Em 2008, a terceira turma do STJ, em acórdão de relatoria da Ministra Nancy Andrighi,


posicionou-se no sentido de que o advogado negligente responde “pela perda da
probabilidade de sucesso no recurso, desde que tal chance seja séria e real”. E
enfatizou: “Não se trata, portanto, de reparar a perda de “uma simples esperança
subjetiva”, nem tampouco de conferir ao lesado a integralidade do que esperava ter caso
61
obtivesse êxito ao usufruir plenamente de sua chance”.

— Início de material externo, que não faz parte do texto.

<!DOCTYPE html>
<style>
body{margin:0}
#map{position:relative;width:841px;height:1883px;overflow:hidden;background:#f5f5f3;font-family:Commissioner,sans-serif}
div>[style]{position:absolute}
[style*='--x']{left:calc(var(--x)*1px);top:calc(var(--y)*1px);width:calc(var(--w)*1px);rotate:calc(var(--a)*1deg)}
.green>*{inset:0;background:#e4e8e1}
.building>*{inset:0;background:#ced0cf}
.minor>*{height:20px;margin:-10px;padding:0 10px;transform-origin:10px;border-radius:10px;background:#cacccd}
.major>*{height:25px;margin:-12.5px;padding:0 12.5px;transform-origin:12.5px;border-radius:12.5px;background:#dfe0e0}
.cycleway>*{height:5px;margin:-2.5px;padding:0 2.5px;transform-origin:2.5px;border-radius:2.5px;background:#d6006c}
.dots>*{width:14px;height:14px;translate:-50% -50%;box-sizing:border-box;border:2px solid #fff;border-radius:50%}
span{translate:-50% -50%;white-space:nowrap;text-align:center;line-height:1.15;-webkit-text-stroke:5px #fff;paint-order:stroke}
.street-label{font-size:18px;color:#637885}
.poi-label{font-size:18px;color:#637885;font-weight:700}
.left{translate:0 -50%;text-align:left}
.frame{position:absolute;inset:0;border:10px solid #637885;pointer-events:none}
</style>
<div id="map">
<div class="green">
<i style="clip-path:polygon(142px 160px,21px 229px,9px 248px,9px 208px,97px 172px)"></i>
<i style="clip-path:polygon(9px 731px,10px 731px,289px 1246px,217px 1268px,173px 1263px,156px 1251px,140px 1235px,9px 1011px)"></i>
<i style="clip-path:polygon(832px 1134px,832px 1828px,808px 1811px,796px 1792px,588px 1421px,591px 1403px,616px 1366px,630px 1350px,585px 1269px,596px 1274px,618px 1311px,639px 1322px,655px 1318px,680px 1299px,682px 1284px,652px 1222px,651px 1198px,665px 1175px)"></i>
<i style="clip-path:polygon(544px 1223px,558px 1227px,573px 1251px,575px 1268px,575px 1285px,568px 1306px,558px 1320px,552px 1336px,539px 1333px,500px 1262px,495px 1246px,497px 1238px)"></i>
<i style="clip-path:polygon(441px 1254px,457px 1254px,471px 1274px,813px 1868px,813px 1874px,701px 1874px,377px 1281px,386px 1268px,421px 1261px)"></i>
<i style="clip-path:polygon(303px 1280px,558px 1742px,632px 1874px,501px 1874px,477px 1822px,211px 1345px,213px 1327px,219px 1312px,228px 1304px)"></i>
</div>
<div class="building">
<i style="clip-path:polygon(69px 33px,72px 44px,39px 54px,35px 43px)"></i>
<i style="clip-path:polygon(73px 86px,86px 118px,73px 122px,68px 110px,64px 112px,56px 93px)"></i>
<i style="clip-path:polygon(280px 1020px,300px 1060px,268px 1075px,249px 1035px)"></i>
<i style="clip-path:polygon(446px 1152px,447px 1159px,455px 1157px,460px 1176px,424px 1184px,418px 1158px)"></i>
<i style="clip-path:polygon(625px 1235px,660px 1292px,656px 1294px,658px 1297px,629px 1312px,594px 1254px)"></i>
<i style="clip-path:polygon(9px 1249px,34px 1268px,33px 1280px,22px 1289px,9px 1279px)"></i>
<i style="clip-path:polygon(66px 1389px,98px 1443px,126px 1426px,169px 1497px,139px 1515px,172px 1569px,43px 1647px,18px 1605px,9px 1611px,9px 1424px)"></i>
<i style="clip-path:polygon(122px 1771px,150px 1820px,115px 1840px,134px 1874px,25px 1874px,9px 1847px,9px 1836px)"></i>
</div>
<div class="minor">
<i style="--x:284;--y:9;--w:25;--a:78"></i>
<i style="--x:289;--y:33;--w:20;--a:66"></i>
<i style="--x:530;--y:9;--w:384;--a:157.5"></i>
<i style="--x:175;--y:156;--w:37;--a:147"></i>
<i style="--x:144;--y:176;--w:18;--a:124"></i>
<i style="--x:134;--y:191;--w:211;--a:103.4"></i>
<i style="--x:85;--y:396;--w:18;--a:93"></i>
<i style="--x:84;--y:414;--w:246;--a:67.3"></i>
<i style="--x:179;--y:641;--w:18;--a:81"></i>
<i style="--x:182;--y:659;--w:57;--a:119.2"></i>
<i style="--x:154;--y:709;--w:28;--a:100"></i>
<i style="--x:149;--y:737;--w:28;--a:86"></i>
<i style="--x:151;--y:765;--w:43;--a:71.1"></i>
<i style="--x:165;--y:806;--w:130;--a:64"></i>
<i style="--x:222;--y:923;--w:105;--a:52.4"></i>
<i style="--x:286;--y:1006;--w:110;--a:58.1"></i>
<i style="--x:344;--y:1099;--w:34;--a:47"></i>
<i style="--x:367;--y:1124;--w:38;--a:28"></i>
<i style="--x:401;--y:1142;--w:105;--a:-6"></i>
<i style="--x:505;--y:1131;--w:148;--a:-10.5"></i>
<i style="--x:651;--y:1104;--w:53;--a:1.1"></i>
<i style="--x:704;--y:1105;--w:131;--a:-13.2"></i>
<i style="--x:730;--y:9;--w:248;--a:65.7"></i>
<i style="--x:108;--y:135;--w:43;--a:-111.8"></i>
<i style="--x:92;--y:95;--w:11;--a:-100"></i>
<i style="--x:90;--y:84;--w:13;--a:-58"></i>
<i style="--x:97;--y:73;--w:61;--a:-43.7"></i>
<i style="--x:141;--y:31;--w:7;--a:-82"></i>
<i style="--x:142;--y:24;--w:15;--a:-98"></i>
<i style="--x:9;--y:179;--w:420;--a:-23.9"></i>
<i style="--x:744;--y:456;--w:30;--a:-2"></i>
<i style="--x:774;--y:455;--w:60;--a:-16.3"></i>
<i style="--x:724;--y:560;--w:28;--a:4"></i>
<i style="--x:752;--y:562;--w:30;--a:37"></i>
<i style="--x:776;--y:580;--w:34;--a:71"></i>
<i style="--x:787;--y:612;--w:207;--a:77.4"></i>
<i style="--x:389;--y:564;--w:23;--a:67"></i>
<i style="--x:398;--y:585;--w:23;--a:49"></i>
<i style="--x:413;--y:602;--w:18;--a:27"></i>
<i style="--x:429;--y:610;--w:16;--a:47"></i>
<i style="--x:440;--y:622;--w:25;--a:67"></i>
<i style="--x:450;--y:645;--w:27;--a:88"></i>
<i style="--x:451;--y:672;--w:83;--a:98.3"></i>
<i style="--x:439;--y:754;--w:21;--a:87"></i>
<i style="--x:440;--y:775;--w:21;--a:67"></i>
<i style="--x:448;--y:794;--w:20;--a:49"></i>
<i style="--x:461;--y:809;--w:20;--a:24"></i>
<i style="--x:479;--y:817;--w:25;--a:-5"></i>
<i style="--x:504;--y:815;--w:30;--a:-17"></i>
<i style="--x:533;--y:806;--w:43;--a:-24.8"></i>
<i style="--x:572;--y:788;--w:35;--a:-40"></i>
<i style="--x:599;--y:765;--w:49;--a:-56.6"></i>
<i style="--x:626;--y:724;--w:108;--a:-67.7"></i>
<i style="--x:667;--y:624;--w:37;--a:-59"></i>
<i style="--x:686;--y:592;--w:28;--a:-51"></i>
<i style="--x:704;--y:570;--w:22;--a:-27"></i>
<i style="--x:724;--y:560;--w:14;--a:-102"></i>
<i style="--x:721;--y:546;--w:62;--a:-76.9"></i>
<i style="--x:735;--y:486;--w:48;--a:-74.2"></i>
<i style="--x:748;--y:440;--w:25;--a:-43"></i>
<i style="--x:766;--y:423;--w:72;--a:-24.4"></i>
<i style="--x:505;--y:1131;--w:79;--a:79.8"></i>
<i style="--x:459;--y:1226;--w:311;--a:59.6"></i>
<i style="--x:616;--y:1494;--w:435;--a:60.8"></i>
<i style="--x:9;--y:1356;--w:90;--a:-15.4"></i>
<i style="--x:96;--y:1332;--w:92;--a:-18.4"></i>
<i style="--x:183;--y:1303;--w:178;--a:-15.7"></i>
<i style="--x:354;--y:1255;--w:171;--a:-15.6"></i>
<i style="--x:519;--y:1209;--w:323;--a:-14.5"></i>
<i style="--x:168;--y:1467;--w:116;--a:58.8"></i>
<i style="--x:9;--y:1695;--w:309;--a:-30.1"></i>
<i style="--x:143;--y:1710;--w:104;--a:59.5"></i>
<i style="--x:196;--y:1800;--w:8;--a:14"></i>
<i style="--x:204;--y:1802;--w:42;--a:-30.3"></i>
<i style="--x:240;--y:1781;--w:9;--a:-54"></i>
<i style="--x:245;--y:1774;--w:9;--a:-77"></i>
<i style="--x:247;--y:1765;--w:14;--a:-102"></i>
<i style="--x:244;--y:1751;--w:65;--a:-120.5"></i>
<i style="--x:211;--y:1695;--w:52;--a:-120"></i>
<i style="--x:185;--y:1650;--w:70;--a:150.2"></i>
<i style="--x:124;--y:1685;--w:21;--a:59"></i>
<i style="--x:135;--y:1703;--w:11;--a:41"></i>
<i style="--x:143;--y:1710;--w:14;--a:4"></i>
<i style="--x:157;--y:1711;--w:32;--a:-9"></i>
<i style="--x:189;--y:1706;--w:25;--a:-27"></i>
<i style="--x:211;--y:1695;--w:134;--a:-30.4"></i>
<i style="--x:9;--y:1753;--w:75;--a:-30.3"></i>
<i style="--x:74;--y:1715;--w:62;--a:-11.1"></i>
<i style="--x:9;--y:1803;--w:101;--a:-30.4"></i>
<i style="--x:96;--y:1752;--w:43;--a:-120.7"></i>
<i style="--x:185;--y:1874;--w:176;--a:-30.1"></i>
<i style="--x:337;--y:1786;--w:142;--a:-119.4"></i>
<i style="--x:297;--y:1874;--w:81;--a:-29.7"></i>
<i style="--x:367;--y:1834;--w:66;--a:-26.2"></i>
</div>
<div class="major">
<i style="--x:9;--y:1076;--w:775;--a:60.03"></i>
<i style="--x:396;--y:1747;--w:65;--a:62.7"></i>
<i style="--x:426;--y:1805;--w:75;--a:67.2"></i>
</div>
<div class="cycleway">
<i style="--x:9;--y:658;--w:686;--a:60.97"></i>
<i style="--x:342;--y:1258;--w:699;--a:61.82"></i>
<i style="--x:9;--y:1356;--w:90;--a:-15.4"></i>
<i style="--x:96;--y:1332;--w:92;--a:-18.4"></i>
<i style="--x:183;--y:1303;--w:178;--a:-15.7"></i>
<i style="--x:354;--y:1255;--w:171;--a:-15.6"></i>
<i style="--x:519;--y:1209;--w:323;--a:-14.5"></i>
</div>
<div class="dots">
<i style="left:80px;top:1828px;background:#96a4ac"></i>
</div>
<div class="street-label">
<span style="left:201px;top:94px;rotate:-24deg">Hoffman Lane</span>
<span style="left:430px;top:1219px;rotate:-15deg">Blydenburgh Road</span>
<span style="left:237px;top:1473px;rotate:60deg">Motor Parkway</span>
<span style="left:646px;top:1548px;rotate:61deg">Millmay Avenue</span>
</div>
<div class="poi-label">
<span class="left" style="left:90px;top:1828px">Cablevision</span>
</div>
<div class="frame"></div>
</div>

O entendimento foi ratificado pelo mesmo órgão no ano de 2010, no julgamento do REsp
1115687/SP, em cujo acórdão restou consignado que “Somente a perda de uma
oportunidade real, plausível e séria justifica a compensação por danos morais”. Na
hipótese, a Corte acabou por afastar a teoria da perda da chance, pois, a seu entender,
a oportunidade de evitar um malefício – purga da mora apta a evitar o leilão
62
extrajudicial de imóvel de propriedade dos recorrentes – era “remota e inexpressiva”.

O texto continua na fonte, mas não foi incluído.